Die Sicht des Guardian auf die Wahlen in Ungarn: ein düsterer Tag für die Demokratie | Redaktion

WWas nun für die am meisten herausgeforderte und kompromittiertste Demokratie der Europäischen Union? Das Ausmaß von Viktor Orbáns viertem Wahlsieg in Folge in Ungarn war vernichtend, umfassend und unerwartet. Zum ersten Mal mit einem vereinten Oppositionsbündnis konfrontiert, das interne Differenzen beiseite legte, wurden die Vorhersagen eines engen Rennens – oder zumindest eines Wettbewerbs – widerlegt. Bei einer hohen Wahlbeteiligung gewann die Fidesz-Partei von Herrn Orbán tatsächlich mehr Sitze als zuvor, während Péter Márki-Zay, der Kandidat der Opposition für das Amt des Premierministers, nicht einmal den lokalen Wahlkreis gewann, den er bestritten hatte. Wieder einmal beschränkte sich der Widerstand gegen Herrn Orbáns Art des autoritären, konservativen Nationalismus weitgehend auf Budapest und andere städtische Zentren.

Ein Ergebnis, das in Brüssel betrauert und im Kreml gefeiert wird. Nachdem Herr Orbán versprochen hat, Ungarn aus der Konfrontation zwischen dem liberalen Westen und Wladimir Putins Russland über die Ukraine herauszuhalten, hat er das Mandat, die Versuche der EU, weitere Sanktionen gegen Moskau zu verhängen, zu behindern und zu stören. In einer Zeit, in der die europäische Einheit von größter Bedeutung ist, ist dies ein Problem, auf das westliche Führer verzichten können. Aber auf einer noch grundlegenderen Ebene steht die EU vor dem akuten Dilemma, wie sie mit einem Mitgliedsstaat umgehen soll, in dem demokratische Normen so missachtet wurden, dass die autokratische Herrschaft von Herrn Orbán unangreifbar erscheint.

Herr Márki-Zay hat keine gute Kampagne geführt, da das Oppositionsbündnis nicht zustande kam. Aber wie er in einer niedergeschlagenen Ansprache am Wahlabend betonte, war dies alles andere als ein fairer politischer Kampf. Im Laufe von 12 Jahren an der Macht hat Herr Orbán das getan demontiert Checks and Balances in einem Ausmaß, dass ein angemessenes Gehör für die Stimmen der Opposition in Ungarn jetzt unmöglich ist. Dreistes Manövrieren von Wahlbezirken – und eine enorme Ungleichheit bei den Wahlkampfressourcen – haben die politische Landkarte auf groteske Weise zugunsten von Fidesz verzerrt. 2018 die Organisation für Sicherheit und Zusammenarbeit in Europa beschrieben die Wahlen des Landes als „frei, aber nicht fair“.

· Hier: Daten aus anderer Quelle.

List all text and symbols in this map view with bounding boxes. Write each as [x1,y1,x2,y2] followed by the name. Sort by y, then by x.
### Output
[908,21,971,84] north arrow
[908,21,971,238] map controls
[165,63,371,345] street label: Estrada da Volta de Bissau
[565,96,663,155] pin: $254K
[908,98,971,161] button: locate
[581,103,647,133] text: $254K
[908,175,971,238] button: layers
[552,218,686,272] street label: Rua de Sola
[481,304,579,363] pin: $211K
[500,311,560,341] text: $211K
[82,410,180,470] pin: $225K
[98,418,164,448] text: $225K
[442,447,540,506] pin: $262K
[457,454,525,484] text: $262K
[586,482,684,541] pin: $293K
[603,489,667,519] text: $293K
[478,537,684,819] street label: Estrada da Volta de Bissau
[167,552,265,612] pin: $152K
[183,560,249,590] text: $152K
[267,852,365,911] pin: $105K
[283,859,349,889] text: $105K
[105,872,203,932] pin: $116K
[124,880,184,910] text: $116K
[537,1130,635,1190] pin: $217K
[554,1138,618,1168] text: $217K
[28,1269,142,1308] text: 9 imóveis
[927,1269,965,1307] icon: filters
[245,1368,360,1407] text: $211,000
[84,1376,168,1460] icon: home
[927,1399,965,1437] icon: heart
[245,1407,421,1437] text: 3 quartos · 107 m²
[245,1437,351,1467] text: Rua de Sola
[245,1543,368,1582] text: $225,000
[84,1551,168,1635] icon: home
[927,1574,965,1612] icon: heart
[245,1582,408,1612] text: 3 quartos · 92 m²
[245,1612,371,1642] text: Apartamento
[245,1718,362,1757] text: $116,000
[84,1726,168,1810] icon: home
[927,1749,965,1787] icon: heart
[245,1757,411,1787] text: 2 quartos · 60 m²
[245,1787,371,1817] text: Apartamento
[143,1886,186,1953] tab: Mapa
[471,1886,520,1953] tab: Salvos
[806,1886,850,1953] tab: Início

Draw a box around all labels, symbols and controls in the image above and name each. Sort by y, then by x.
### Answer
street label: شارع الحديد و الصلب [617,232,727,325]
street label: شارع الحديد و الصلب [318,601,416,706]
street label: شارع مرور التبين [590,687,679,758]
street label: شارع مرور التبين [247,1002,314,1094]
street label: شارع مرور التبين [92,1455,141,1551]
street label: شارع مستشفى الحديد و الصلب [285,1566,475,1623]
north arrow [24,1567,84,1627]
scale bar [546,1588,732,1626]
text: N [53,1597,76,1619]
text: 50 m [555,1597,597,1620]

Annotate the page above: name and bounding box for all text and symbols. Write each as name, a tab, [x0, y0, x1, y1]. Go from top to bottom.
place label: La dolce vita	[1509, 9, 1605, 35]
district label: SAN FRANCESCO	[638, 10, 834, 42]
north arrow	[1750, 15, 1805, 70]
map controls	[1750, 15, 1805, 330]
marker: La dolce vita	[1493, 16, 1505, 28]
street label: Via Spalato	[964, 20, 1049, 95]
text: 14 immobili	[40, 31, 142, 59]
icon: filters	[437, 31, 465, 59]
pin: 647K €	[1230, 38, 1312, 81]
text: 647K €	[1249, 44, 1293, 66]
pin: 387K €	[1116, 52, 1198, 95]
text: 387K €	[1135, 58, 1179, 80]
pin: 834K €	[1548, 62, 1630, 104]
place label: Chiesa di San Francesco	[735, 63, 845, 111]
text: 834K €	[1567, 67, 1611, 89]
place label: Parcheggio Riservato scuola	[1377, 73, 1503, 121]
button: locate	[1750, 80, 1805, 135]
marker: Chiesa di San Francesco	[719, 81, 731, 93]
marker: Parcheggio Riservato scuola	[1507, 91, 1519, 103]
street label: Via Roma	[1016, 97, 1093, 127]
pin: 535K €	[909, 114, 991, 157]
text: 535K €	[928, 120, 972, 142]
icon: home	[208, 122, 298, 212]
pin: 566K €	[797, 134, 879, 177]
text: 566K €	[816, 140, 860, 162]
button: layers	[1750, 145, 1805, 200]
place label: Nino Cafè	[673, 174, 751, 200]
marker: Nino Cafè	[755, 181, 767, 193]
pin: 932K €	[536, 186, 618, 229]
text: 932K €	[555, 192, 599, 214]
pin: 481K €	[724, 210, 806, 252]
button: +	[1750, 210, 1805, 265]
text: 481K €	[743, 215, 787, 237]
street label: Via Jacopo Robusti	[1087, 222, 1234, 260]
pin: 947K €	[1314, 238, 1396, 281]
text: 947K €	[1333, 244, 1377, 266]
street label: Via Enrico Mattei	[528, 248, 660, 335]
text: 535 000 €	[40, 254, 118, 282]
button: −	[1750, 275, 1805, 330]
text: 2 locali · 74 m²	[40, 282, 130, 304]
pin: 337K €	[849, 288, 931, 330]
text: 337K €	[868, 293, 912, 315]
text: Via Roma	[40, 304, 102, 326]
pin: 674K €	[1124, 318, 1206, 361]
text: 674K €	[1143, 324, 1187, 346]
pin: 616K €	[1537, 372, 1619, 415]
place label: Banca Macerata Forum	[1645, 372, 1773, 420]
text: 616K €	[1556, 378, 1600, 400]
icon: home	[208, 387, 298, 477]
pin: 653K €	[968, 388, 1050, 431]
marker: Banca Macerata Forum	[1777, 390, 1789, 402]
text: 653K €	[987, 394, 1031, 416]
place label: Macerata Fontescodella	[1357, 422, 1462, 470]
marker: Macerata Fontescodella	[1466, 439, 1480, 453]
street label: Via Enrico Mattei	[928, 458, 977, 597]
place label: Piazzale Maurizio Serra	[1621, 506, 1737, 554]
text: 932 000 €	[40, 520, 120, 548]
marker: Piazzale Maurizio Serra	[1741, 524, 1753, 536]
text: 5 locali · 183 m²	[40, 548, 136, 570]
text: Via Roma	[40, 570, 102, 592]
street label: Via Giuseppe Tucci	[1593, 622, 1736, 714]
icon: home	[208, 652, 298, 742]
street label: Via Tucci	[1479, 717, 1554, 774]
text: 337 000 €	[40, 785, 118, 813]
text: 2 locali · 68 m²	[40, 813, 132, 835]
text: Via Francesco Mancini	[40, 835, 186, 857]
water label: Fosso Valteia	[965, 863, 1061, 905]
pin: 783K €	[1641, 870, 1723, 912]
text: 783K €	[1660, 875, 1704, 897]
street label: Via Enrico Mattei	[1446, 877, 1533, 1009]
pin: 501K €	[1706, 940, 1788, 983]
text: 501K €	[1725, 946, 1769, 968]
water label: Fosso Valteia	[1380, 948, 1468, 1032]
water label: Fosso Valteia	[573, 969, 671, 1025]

Unabhängige Medien wurden aus dem Geschäft gedrängt oder von regierungsfreundlichen Käufern übernommen, während staatliche Medien kaum eine ausgewogene Debatte führen. Letzten Monat strahlte ein staatlicher Fernsehsender innerhalb von 24 Stunden neun Mal eine 30-minütige Ansprache von Herrn Orbán aus. Dagegen wurden Herrn Márki-Zay im Wahlkampf insgesamt fünf Minuten Sendezeit im Staatsfernsehen zugestanden. Ein korrupter Klientelismus, der teilweise aus EU-Mitteln finanziert wird, hat die Freunde und Verbündeten von Herrn Orbán reich gemacht und seinen unterdrückerischen Einfluss auf die Zivilgesellschaft gefestigt.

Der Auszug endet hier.